Pero la vida, que es muy generosa, nos llena de regalos presentándonos a otros seres desde que nacemos y a lo largo de todo nuestro camino con los que hemos ido creando vínculos afectivos, invisibles a los ojos pero indudablemente necesarios para nuestra supervivencia y nuestro propio crecimiento emocional. Unas uniones que cambiarán nuestra vida por completo en sentido bidireccional, para bien y para mal. Se trata simplemente de mirar hacia atrás y poder ver quien éramos (hace unos días, semanas, meses, años) y ser conscientes de nuestra evolución, aceptando que no conseguiremos alcanzar todas las metas propuestas en el inicio de nuestra andadura, al igual que iremos descubriendo otras que creímos impensables o inalcanzables y que sin embargo hemos logrado cumplirlas.
La vida hay que disfrutarla, y se disfruta más cuando es compartida, con esas uniones que hemos ido tejiendo y que continuaremos tejiendo para compartir más.
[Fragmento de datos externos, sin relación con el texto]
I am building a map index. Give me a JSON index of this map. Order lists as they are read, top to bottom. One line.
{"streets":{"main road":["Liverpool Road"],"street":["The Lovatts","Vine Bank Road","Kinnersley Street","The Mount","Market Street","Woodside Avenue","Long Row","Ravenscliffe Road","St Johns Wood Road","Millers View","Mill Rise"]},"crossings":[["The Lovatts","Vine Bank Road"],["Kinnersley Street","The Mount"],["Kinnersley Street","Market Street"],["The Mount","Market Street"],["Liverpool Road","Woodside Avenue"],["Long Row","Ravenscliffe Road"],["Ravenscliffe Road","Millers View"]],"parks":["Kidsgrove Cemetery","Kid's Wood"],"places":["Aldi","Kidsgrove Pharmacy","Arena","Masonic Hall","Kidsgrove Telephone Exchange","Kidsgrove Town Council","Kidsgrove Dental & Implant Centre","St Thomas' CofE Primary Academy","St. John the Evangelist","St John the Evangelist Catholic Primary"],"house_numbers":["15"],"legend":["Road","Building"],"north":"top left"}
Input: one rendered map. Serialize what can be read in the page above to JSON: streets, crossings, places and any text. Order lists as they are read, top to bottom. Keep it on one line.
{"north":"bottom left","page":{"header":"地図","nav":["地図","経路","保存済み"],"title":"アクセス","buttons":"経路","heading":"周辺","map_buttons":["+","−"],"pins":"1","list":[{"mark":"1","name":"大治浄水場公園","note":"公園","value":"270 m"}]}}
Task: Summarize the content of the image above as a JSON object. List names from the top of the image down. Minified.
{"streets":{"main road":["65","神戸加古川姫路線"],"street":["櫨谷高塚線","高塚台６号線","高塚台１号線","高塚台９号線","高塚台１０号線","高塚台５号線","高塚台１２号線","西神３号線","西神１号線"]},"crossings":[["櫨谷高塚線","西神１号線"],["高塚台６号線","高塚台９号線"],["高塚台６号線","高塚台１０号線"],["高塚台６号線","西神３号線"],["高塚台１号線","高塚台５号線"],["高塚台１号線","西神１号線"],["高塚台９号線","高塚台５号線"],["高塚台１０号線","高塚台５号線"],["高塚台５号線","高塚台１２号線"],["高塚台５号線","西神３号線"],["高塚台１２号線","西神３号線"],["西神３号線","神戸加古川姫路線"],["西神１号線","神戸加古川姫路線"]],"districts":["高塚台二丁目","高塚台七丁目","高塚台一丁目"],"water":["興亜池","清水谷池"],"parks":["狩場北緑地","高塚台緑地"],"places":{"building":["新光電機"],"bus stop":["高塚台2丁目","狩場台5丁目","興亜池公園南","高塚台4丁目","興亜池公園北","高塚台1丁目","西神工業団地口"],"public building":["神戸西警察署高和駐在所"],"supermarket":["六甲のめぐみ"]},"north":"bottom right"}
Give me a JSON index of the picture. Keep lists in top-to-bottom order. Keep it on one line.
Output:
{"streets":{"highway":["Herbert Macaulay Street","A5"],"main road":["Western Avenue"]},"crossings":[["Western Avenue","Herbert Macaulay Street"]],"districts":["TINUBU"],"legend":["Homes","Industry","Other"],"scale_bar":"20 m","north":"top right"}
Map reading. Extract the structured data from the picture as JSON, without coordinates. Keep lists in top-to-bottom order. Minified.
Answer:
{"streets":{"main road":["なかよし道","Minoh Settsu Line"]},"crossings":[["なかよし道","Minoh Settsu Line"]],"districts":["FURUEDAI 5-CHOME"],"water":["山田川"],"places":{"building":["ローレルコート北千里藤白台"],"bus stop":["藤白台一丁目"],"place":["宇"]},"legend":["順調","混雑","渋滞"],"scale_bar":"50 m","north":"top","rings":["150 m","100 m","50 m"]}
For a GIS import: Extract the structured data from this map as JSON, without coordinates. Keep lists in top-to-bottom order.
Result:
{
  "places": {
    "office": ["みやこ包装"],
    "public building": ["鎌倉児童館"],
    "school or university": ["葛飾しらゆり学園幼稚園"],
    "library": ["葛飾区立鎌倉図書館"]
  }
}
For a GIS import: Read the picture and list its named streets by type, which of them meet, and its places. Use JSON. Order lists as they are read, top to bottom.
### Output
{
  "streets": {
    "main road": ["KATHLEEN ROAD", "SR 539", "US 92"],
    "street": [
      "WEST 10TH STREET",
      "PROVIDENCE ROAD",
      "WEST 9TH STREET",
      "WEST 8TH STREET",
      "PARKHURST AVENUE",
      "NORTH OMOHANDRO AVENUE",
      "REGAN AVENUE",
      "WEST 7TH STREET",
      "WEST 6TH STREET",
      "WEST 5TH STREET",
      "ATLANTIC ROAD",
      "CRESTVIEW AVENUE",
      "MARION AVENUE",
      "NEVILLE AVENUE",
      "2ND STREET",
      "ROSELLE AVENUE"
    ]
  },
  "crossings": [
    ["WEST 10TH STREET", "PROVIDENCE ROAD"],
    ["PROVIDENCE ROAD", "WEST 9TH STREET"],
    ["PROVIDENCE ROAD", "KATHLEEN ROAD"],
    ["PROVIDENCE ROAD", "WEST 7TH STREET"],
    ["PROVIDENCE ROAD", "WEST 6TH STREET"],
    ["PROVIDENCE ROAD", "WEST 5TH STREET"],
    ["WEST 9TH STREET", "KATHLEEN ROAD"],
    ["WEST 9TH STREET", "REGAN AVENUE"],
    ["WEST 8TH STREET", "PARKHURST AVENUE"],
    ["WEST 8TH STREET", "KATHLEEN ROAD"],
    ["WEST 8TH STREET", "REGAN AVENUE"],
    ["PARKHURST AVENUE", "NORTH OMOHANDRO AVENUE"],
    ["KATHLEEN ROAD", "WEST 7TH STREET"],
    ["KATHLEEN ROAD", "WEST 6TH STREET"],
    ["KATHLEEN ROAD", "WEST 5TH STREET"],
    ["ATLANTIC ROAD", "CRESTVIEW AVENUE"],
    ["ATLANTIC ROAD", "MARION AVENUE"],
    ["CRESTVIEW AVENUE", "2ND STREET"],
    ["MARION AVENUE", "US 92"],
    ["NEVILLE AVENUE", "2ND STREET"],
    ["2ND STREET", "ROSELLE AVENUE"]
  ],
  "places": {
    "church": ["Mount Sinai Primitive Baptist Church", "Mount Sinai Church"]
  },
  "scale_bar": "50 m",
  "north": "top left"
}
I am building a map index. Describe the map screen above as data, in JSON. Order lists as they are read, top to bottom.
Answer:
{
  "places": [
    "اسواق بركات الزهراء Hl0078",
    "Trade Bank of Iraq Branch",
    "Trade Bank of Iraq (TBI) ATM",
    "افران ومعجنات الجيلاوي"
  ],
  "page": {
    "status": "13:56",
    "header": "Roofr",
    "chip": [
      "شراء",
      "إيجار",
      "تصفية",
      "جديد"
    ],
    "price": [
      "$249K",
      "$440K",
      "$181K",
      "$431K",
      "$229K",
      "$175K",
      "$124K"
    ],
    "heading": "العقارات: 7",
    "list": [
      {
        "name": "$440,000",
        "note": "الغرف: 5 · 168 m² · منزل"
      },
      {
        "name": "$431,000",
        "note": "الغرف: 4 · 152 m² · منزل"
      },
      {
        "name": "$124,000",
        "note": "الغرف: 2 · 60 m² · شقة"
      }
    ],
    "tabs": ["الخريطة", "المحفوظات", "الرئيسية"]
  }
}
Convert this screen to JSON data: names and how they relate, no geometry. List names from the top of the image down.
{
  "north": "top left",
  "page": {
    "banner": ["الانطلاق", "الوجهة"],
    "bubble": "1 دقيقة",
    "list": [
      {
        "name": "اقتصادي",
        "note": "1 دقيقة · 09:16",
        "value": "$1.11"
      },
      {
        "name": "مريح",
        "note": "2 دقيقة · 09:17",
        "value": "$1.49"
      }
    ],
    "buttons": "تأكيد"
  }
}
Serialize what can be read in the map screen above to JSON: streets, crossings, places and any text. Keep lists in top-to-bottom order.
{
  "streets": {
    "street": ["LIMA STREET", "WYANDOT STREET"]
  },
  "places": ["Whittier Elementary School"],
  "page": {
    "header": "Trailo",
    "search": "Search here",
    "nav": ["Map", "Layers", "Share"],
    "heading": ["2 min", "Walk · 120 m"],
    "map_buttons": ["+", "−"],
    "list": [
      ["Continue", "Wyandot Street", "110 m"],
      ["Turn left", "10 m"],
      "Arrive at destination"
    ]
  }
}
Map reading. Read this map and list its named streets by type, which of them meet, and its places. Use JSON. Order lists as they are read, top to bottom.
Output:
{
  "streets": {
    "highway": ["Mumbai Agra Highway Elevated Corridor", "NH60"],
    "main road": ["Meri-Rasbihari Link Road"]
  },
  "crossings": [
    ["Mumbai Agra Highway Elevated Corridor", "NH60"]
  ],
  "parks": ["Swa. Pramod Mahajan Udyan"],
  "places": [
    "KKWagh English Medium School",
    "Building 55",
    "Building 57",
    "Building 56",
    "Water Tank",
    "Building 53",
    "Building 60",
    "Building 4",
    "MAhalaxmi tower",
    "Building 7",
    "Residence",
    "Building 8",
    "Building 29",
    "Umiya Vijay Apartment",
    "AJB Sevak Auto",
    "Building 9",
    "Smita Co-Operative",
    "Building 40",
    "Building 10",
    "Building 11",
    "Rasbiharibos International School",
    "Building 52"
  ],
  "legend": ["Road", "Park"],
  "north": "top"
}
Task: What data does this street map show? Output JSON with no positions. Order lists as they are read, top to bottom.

Más risas, más miradas, más abrazos, más besos, más palabras, más lágrimas, más instantes, más enfados, más reconciliaciones, más confidencias, más recuerdos, y sobretodo, más amor. Amor que iremos transformando de emoción a sentimiento y de sentimiento a decisión o elección siendo conscientes del mismo para que prevalezca en el tiempo independientemente de todo que podamos sentir. El amor no es más un compromiso elegido en libertad. Un amor que acompañe y riegue siempre a todo lo que nos rodea y en todas sus variantes. El amor en la amistad como una lealtad recíproca y cultivada por ambas partes, el amor familiar (más el amor fraternal) como algo sublime que aparece de forma natural y no requiere de ningún intercambio, el amor al lugar al que pertenecemos (que no tiene porqué ser geográfico si no ese regreso a nuestra propia infancia), a todos los entornos que nos han visto y que nos verán crecer, el amor conyugal (relaciones de pareja) entendiéndolo como un acuerdo que implique una profunda complicidad entre dos personas que va madurando y a su vez va transformándose a lo largo de los años para que pueda continuar acompañandonos en el tiempo.
El amor como único salvoconducto de vida.